New York City Mayor Zohran Mamdani speaking at a press conference about catch basins, at Sunset Park in Brooklyn, New York City. Michael Brochstein/ZUMA / SplashNews.com Zohran Mamdani has a problem with the black political establishment, as well as the black middle class.
And he knows it, hence his pilgrimage to Greater Allen AME Cathedral in Queens on Palm Sunday.
It was no accident that he was seated next to Rep. Gregory Meeks, the boss of the Queens Democratic machine, and Queens Borough President Donovan Richards.
But proximity to establishment leadership does not make up for the lack of a working political relationship — or bad ideas.
Greater Allen AME, and in particular that section of Queens, is home to New York’s greatest concentration of the black middle class — professionals, civil servants, corporate workers, Democratic operatives and, most importantly, homeowners.
These are the people Mamdani addressed on Palm Sunday about the evil of . . . city tax liens sales and how those sales force black New Yorkers out of the city.
Surprisingly, the mayor didn’t attempt to quell concerns about his own two tax proposals, which directly threaten their ability to own their homes or to pass on the wealth generated by those properties to their heirs.
Mamdani didn’t dare speak about his threatened 9.5% property tax hike or his push to lower the “death” tax threshold, the state’s estate-tax exemption, from $7 million to $750,000, and tripling the top rate to 50%.
The median sale price for a home in Southeast Queens is fast approaching $750,000.
Not only are Mamdani’s politics and policies far to the left of middle-class black Democrats, his policies would rob them of the generational wealth they’ve spent a lifetime building.
For Mamdani, who grew up in a Marxist household and inside the Democratic Socialists of America, the political debate is about class warfare, poor vs. rich, without thinking of the implications for the black middle class.
Our privileged socialist mayor would understand this if he had real relationships with black Democrats.
But there are hardly any in Mamdani’s inner circle.
Mamdani took three months to hire a black deputy mayor — Renita Francois as deputy mayor for community safety — which was seen by many critics as a slap to the black community.
“For 50 years, every administration saw the value of representation that a black deputy mayor conveys,” thundered one angry Democratic operative.
Another grumbled that not only did it take Mamdani too long to appoint a black deputy mayor, “he gave her the hardest job with the least resources and no damn blueprint.
“Deputy Mayor Francois is managing offices, not even full agencies.”
More than one black political operative has grumbled that, for all his faults, former Mayor Eric Adams had “black people in his administration holding real power.”
Policing is another policy area where Mamdani is out of step with this segment of black New Yorkers.
If Mamdani took the time to speak with black homeowners, he’d learn that they oppose defunding the NYPD, instead wanting lawbreakers arrested and taken off city streets.

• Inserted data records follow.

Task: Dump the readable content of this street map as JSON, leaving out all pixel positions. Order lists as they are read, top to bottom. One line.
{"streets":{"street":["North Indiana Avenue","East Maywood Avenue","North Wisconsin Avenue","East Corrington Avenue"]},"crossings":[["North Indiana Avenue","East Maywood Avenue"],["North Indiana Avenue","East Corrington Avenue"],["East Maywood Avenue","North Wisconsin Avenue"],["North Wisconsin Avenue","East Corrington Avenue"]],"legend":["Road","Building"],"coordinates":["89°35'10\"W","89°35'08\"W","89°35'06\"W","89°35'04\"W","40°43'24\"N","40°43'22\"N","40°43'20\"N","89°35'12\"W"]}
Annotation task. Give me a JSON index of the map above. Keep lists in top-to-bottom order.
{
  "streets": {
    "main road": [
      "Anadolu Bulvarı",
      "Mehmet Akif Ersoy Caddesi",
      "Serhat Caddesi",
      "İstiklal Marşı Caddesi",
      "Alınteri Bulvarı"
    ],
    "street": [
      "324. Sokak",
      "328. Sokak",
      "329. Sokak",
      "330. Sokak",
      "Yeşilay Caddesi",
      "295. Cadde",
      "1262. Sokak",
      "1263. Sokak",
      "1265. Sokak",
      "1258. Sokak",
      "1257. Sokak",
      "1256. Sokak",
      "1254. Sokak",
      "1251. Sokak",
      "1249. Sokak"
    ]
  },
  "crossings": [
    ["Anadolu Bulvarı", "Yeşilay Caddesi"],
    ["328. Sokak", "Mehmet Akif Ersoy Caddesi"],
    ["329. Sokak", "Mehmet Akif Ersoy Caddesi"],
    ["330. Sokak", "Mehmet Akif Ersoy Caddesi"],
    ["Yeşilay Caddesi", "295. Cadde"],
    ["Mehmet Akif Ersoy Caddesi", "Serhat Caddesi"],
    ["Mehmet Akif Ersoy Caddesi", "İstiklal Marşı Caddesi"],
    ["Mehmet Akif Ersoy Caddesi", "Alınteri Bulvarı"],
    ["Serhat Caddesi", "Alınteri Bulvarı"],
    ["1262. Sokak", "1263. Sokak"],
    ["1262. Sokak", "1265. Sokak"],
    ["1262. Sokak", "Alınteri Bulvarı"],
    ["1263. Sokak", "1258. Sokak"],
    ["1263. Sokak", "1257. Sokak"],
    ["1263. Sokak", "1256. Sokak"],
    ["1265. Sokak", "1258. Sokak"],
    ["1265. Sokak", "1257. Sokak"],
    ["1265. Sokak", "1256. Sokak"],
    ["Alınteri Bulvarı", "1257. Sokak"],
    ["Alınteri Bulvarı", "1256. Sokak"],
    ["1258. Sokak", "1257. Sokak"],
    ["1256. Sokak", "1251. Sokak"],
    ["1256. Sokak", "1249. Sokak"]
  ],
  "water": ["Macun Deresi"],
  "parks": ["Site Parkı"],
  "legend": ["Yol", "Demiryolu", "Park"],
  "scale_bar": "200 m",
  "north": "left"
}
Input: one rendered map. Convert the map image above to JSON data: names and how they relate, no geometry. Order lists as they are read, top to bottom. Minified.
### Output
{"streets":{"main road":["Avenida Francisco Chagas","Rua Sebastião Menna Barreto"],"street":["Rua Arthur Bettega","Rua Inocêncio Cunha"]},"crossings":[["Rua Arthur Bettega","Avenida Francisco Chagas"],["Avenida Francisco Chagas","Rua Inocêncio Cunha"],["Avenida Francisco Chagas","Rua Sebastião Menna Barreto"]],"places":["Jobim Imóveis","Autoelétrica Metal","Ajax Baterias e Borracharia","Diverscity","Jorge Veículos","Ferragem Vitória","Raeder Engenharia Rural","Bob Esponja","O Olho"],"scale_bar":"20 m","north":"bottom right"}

Many African Americans are frustrated that Mamdani has ignored the plight of NYCHA residents, while giving significant attention to improving conditions for cyclists and illegal immigrants.
Mamdani is catering to his younger, white, college-educated base, which leans far more left than to the city’s more pragmatic black political establishment.
But black Democrats are not only more moderate in general, they’re a still-potent constituency in city politics.
If Mamdani continues to regard the black political class as unimportant, it will come back to bite him. They won’t be inclined to back his socialist policies. And they will be looking to defeat him in 2029.
Michael Benjamin is a former state assemblyman and a member of The Post’s editorial board.